The GlcNAc6P substrate-binding site in MSNagA. A, illustration showing GlcNAc6P with green carbon atoms, the metal ion as a pale-yellow sphere, and selected amino acid residues in stick representation (colored gray for chain A, and magenta for chain B). B, schematic diagram of the interactions of MSNagA with GlcNAc6P. The residues that interact with the M1 metal are shown in green, the residues that interact with the M2 metal are shown in red, the residues that interact with the GlcNAc6P substrate are shown in black, the residues that interact with the GlcNAc6P substrate from the opposing MSNagA monomer are shown in blue, and the Asp-267 residue that is mutated in the ligand-bound structure is shown in purple.

Figure 7.

Structure of the metal-binding site of MSNagA. A, illustration showing metal-binding site in apo-MSNagA structure (chain A, magenta) superposed with ligand-bound structure (chain A, blue).
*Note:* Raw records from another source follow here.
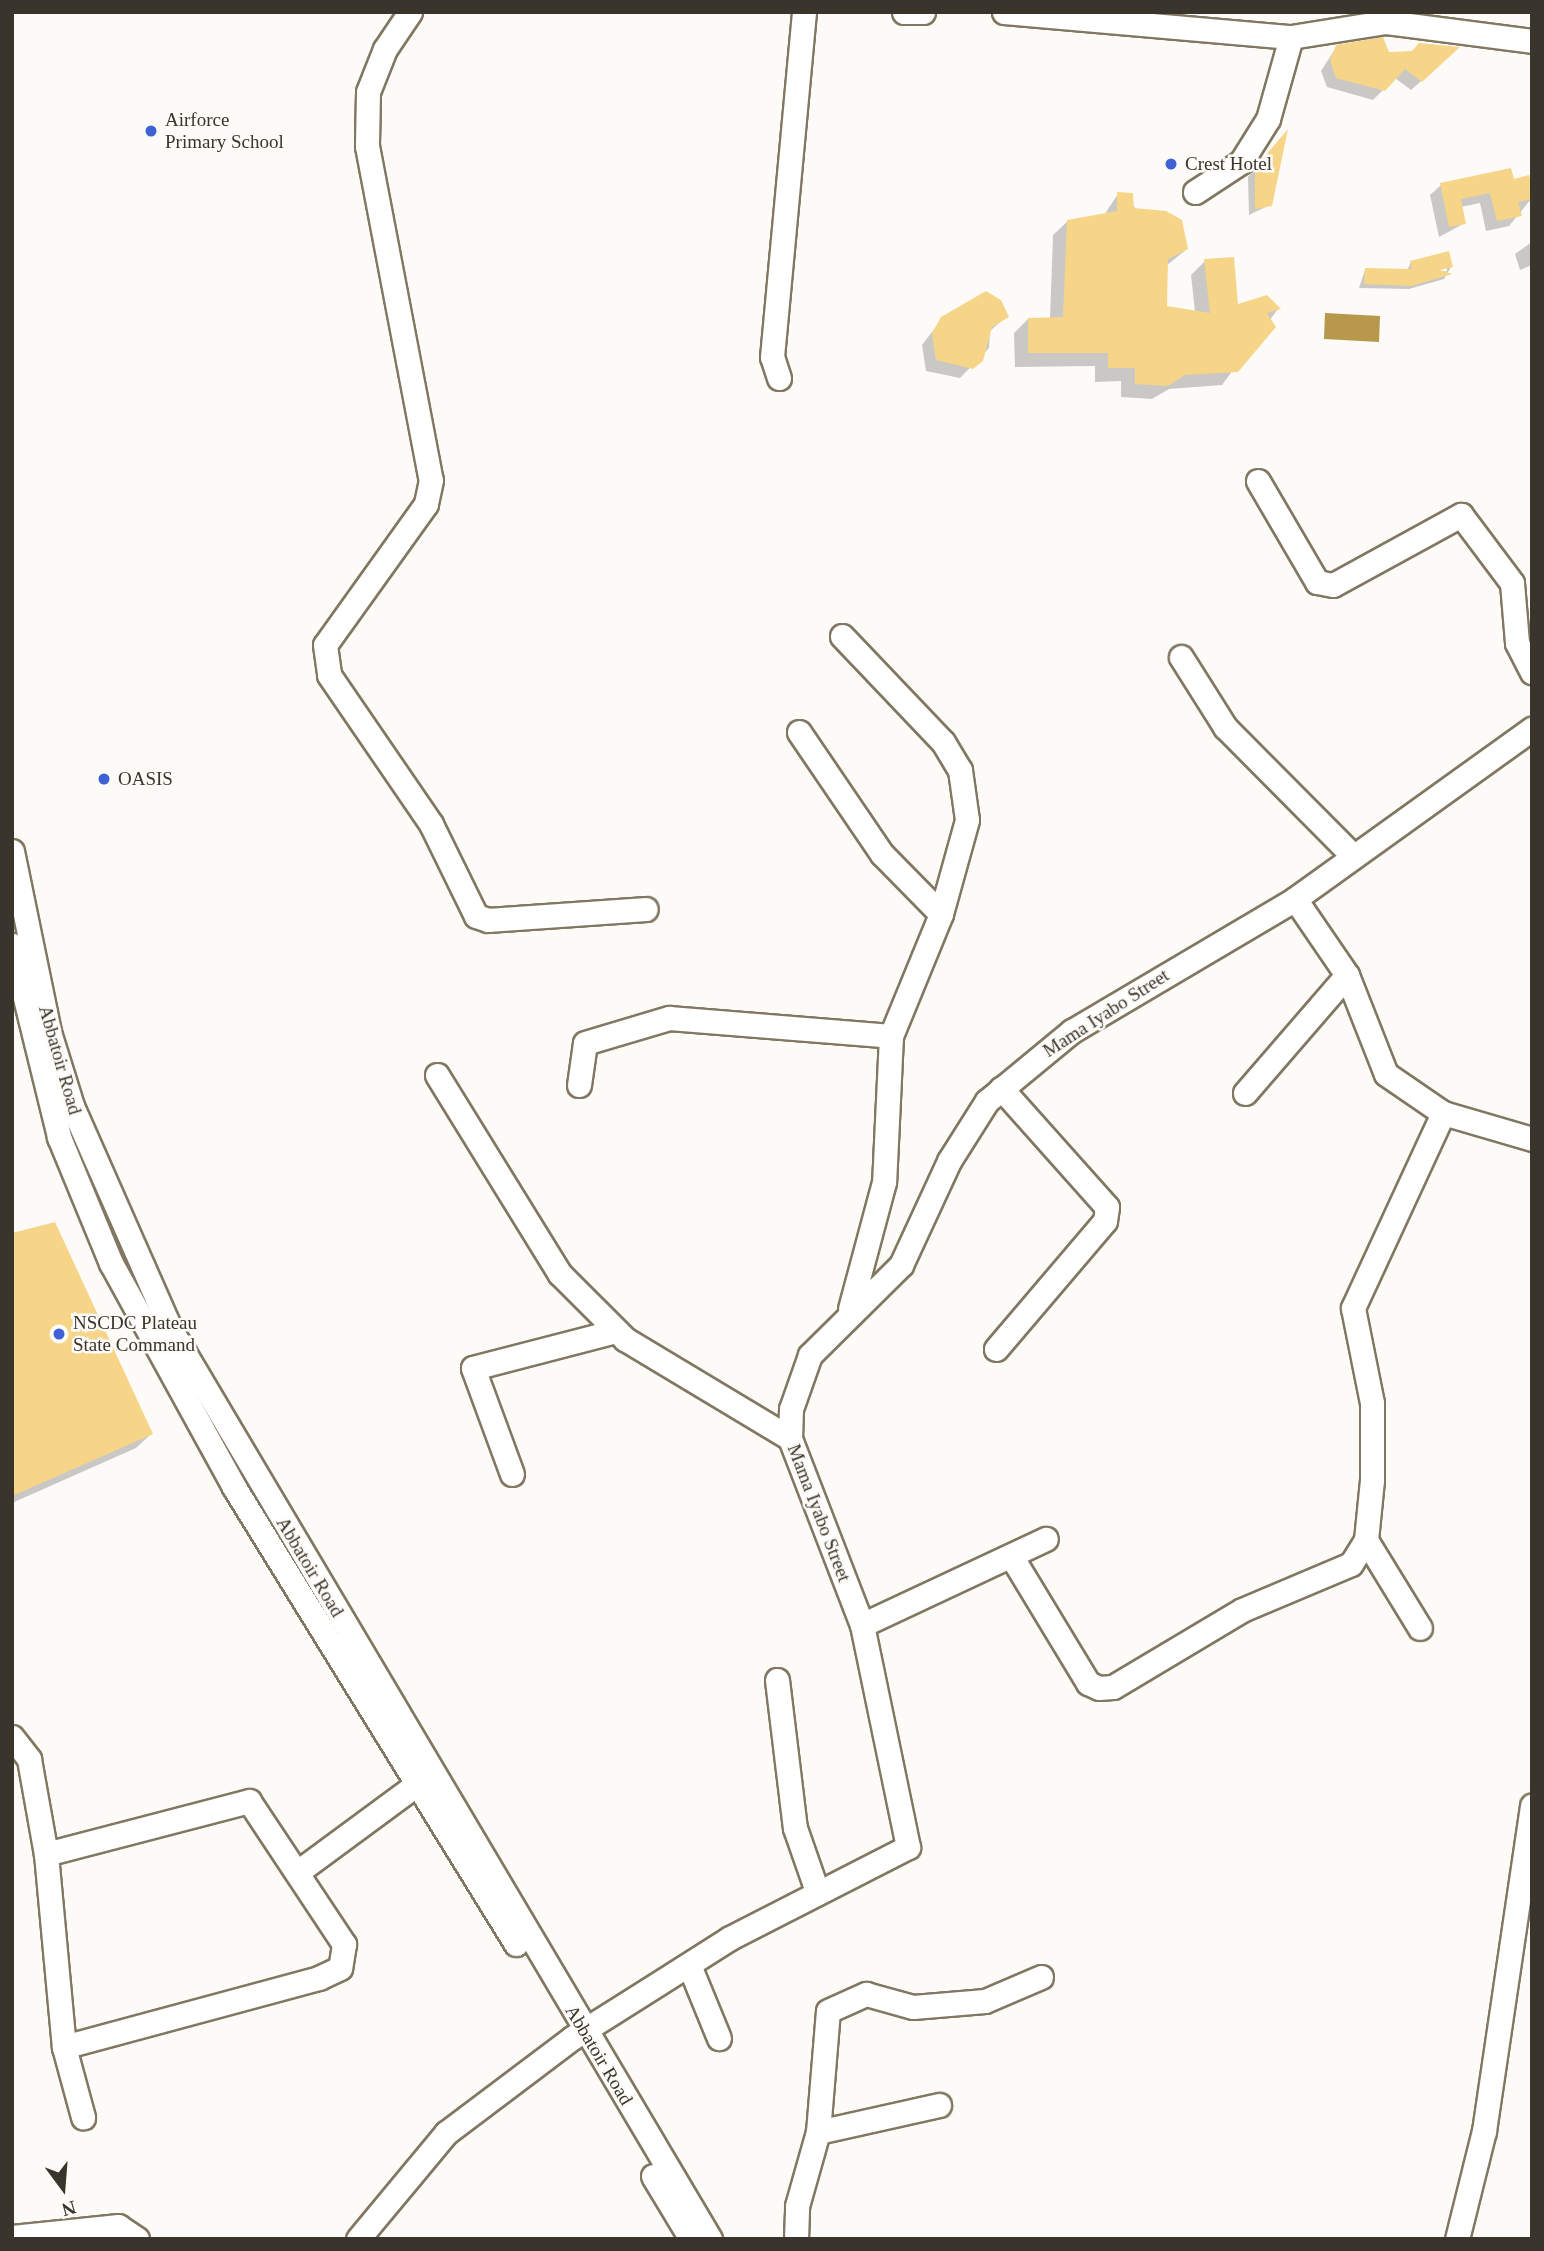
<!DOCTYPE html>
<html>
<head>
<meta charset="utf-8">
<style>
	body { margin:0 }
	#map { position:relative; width:1544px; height:2251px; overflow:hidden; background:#fdfbf7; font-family:"Times New Roman",serif }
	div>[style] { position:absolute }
	.water>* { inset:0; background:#b7984c }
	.shadow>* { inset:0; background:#0003 }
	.building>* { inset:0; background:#f6d589 }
	.roads { filter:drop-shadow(2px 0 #817762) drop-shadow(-2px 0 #817762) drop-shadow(0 2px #817762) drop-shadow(0 -2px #817762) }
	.minor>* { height:23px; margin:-11.5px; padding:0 11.5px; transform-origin:11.5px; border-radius:11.5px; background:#fff }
	.dots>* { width:19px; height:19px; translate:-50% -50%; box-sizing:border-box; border:4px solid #fdfbf7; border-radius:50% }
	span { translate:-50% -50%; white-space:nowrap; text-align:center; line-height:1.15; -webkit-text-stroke:5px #fdfbf7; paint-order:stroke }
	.poi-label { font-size:19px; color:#39352c }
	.left { translate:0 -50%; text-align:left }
	.street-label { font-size:19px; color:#39352c }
	.frame { position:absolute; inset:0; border:14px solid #39352c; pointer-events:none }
	.north { position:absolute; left:28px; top:2153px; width:70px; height:70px; -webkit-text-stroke:5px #fdfbf7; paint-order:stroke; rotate:164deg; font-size:19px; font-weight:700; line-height:28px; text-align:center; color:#39352c }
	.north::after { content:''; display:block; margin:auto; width:24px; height:32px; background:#39352c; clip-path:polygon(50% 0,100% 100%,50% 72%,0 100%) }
</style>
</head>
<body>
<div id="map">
	<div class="water">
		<div style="clip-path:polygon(1325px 313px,1380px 316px,1379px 342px,1324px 339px)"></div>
	</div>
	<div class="shadow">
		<div style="clip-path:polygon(1337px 46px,1388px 54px,1448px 57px,1411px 90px,1395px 78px,1373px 100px,1327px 87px,1321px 71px)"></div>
		<div style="clip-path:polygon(1281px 138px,1270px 205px,1249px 215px,1248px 177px)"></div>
		<div style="clip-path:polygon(1512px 181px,1532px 198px,1509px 226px,1486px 231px,1480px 203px,1461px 207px,1465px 223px,1439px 237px,1430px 195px,1441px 185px)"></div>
		<div style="clip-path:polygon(1118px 194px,1187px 249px,1166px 266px,1166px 307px,1195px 312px,1191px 275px,1205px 261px,1237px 307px,1278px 309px,1222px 385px,1169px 389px,1152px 399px,1121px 397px,1121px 381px,1095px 382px,1095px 366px,1015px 367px,1014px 333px,1028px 319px,1050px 319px,1053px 235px,1068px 221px,1104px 215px)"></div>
		<div style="clip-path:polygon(1532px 242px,1532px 265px,1520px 270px,1515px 254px)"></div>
		<div style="clip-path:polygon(evenodd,1411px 262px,1451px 267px,1444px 279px,1409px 289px,1359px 288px,1365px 270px,1407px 271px,1411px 262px,1447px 267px,1447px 271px,1432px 274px,1431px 271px,1447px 267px)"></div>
		<div style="clip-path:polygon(1007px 316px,990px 331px,989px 348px,960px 378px,926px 371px,922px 345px,942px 319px)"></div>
		<div style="clip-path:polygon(12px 1235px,151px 1434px,136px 1448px,12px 1503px)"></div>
	</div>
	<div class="building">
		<div style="clip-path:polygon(1383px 37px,1389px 52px,1412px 51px,1419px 43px,1460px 47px,1422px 82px,1405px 69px,1385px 91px,1336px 78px,1330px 60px,1336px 45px)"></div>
		<div style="clip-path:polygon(1288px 129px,1272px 206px,1255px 209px,1255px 168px)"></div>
		<div style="clip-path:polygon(1511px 168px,1514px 179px,1529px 175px,1532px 190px,1532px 199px,1518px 202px,1522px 216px,1497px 221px,1490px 193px,1461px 199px,1466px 224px,1449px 227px,1440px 183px)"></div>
		<div style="clip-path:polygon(1117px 192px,1133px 193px,1134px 208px,1166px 211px,1182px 220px,1188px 249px,1168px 259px,1167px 306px,1210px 313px,1204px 259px,1234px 257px,1238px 304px,1267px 295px,1281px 309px,1267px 313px,1276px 327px,1238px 372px,1185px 375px,1168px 386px,1135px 384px,1135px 368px,1108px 368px,1108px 353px,1028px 353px,1028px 318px,1063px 317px,1067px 220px,1117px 211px)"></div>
		<div style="clip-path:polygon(1449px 251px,1453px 267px,1440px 270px,1452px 274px,1411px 286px,1364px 284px,1365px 268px,1412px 269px,1410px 261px)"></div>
		<div style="clip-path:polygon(986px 291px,1001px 300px,1009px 317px,992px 327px,983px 361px,973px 369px,936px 360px,932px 333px,941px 317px)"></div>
		<div style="clip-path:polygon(55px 1222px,153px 1434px,12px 1496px,12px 1233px)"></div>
	</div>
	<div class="roads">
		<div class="minor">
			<div style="left:410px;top:12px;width:45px;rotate:124deg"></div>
			<div style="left:385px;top:49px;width:46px;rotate:111.6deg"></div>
			<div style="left:368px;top:92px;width:54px;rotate:91.1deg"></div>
			<div style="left:367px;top:146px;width:340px;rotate:79.2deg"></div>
			<div style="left:431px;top:480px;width:25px;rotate:102deg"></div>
			<div style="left:426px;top:504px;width:173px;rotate:125.6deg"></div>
			<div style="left:325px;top:645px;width:30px;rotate:82deg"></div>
			<div style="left:329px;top:675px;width:181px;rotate:55.6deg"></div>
			<div style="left:431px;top:824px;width:102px;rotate:63.9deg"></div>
			<div style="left:476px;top:916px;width:13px;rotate:18deg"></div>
			<div style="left:488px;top:920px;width:158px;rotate:-4deg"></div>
			<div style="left:904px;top:12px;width:19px"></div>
			<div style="left:1004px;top:12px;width:288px;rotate:5deg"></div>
			<div style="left:1291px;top:37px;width:96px;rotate:-9deg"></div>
			<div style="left:1386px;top:22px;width:147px;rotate:7.4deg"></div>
			<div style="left:1195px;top:192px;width:55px;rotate:-33.1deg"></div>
			<div style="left:1241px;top:162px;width:51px;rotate:-57.9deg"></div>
			<div style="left:1268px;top:119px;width:85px;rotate:-74.3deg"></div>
			<div style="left:779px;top:378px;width:22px;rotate:-108deg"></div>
			<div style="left:772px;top:357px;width:346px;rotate:-84.7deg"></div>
			<div style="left:1258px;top:481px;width:117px;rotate:59.7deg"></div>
			<div style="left:1317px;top:582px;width:16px;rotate:11deg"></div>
			<div style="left:1333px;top:585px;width:146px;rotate:-28.7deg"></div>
			<div style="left:1461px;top:515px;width:85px;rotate:53.1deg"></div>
			<div style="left:1512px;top:583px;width:60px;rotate:85.2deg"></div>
			<div style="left:1517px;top:643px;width:33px;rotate:63deg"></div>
			<div style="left:842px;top:636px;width:146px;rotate:46.4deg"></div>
			<div style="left:943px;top:742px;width:33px;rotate:59deg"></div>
			<div style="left:960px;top:770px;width:50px;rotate:82deg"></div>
			<div style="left:967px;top:820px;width:98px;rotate:105.5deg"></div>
			<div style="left:941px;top:914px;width:132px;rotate:112.3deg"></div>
			<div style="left:891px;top:1036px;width:146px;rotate:92.7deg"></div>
			<div style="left:884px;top:1182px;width:131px;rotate:105deg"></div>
			<div style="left:1181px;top:657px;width:83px;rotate:57.8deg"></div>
			<div style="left:1225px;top:727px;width:182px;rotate:45.2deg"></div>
			<div style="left:799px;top:732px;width:148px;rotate:55.8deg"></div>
			<div style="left:882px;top:854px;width:84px;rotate:45.5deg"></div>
			<div style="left:12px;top:851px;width:185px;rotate:78.4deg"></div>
			<div style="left:49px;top:1032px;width:77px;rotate:72.7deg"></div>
			<div style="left:72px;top:1106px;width:245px;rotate:66.2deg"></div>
			<div style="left:171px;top:1330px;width:1057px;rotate:59.33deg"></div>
			<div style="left:1295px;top:899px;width:92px;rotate:55.6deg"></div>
			<div style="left:1347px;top:975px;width:106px;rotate:68.5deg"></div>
			<div style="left:1386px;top:1074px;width:69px;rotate:34.4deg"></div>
			<div style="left:1443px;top:1113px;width:93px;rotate:16.3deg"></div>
			<div style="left:12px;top:945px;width:198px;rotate:76.2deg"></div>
			<div style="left:59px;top:1137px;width:136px;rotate:67.6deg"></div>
			<div style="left:111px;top:1263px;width:256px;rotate:61.2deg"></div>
			<div style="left:234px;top:1487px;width:537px;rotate:58.32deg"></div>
			<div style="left:437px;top:1075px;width:234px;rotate:58.3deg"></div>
			<div style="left:560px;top:1274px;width:92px;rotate:45deg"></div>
			<div style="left:625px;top:1339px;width:192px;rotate:31deg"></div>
			<div style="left:579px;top:1085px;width:42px;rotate:-81.9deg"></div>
			<div style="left:585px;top:1043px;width:88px;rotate:-16.6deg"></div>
			<div style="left:669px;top:1018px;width:223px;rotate:4.6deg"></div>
			<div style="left:1245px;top:1093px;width:156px;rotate:-49.2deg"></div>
			<div style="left:996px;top:1349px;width:168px;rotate:-49.6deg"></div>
			<div style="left:1105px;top:1221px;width:14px;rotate:-82deg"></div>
			<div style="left:1107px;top:1207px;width:159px;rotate:-131.7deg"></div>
			<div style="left:512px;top:1474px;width:113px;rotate:-110.2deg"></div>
			<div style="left:473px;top:1368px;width:148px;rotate:-14.5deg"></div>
			<div style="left:1366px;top:1540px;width:103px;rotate:58.5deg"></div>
			<div style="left:1013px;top:1559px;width:145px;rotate:58.8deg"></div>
			<div style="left:1088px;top:1683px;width:12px;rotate:24deg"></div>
			<div style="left:1099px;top:1688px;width:14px;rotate:-4deg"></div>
			<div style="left:1113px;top:1687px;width:150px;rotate:-30.8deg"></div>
			<div style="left:1242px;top:1610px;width:118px;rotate:-22.9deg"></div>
			<div style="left:1351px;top:1564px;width:28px;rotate:-58deg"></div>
			<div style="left:1366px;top:1540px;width:60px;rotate:-84.3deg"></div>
			<div style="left:1372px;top:1480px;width:77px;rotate:-90deg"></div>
			<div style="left:1372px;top:1403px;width:97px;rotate:-101.3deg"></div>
			<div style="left:1353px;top:1308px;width:215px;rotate:-65.2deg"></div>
			<div style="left:862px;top:1625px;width:203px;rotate:-25.1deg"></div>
			<div style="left:777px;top:1680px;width:149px;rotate:83.1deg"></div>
			<div style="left:795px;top:1828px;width:67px;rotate:70.8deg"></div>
			<div style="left:12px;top:1737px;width:28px;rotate:52deg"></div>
			<div style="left:29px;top:1759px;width:97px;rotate:79.9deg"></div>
			<div style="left:46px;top:1854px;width:194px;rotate:84.7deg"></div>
			<div style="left:64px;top:2047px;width:73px;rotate:74.8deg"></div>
			<div style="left:46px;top:1854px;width:210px;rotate:-14.6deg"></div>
			<div style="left:249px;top:1801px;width:172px;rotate:56.4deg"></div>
			<div style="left:344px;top:1944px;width:24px;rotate:99deg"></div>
			<div style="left:340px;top:1968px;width:23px;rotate:155deg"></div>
			<div style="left:319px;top:1978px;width:264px;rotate:164.9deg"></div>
			<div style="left:299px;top:1871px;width:147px;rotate:-36.4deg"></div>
			<div style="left:689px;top:1965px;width:79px;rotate:67.7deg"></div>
			<div style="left:818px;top:2132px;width:124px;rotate:-12.6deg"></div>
			<div style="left:653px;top:2176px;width:74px;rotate:58.9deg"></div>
			<div style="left:12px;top:2237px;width:107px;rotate:-5.9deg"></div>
			<div style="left:118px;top:2226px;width:23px;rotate:34deg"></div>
			<div style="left:358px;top:2239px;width:138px;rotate:-50.3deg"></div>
			<div style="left:446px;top:2133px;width:158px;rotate:-37deg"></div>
			<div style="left:572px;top:2038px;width:187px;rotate:-32.3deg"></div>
			<div style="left:730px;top:1938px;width:200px;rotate:-27.1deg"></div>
			<div style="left:908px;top:1847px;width:227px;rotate:-101.7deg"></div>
			<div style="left:862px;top:1625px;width:200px;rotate:-111.1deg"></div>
			<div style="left:790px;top:1438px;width:29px;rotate:-88deg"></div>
			<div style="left:791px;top:1409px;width:57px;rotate:-70.6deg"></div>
			<div style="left:810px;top:1355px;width:128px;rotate:-44.7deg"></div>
			<div style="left:901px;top:1265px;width:115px;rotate:-65.2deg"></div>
			<div style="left:949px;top:1161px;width:71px;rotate:-57.7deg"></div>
			<div style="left:987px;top:1101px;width:110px;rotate:-39.5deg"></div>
			<div style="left:1072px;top:1031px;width:259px;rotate:-30.6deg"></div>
			<div style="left:1295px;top:899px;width:292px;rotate:-35.7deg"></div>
			<div style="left:796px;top:2239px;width:33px;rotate:-88deg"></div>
			<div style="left:797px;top:2206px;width:77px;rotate:-74.2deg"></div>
			<div style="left:818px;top:2132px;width:121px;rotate:-85.3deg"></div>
			<div style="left:828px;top:2011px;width:42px;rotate:-24.1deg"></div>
			<div style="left:866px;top:1994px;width:49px;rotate:15.5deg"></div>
			<div style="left:913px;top:2007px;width:72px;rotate:-4.8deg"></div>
			<div style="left:985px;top:2001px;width:61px;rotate:-23.2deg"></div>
			<div style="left:1457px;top:2239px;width:111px;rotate:-76deg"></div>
			<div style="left:1484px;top:2131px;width:329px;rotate:-81.6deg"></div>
		</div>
	</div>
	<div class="dots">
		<div style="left:151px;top:131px;background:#3e61d3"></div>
		<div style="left:1171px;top:164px;background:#3e61d3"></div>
		<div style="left:104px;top:779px;background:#3e61d3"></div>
		<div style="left:59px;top:1334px;background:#3e61d3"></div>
	</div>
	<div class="poi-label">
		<span class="left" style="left:165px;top:131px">Airforce<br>Primary School</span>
		<span class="left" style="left:1185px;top:164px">Crest Hotel</span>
		<span class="left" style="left:118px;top:779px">OASIS</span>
		<span class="left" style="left:73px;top:1334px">NSCDC Plateau<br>State Command</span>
	</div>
	<div class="street-label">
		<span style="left:1106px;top:1013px;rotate:-33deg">Mama Iyabo Street</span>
		<span style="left:60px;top:1060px;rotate:74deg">Abbatoir Road</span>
		<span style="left:819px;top:1513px;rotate:69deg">Mama Iyabo Street</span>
		<span style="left:310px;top:1567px;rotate:59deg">Abbatoir Road</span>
		<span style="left:599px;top:2055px;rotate:59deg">Abbatoir Road</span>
	</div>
	<div class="frame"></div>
	<div class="north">N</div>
</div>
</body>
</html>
Silver spheres, Zn²⁺; red spheres, H₂O. GlcNAc6P with green carbon atoms and selected amino acid residues are shown in stick representation (colored by apo (magenta) or ligand-bound (blue)). B, superposition of the metal-binding site of chain A and chain B of the ligand-bound structure. Light blue, chain A; light brown, chain B; silver spheres, Zn²⁺; orange sphere, Cd²⁺; green sphere, Cl⁻. Selected amino acid residues are shown in stick representation (colored by chain A (blue) or ligand-bound (salmon)).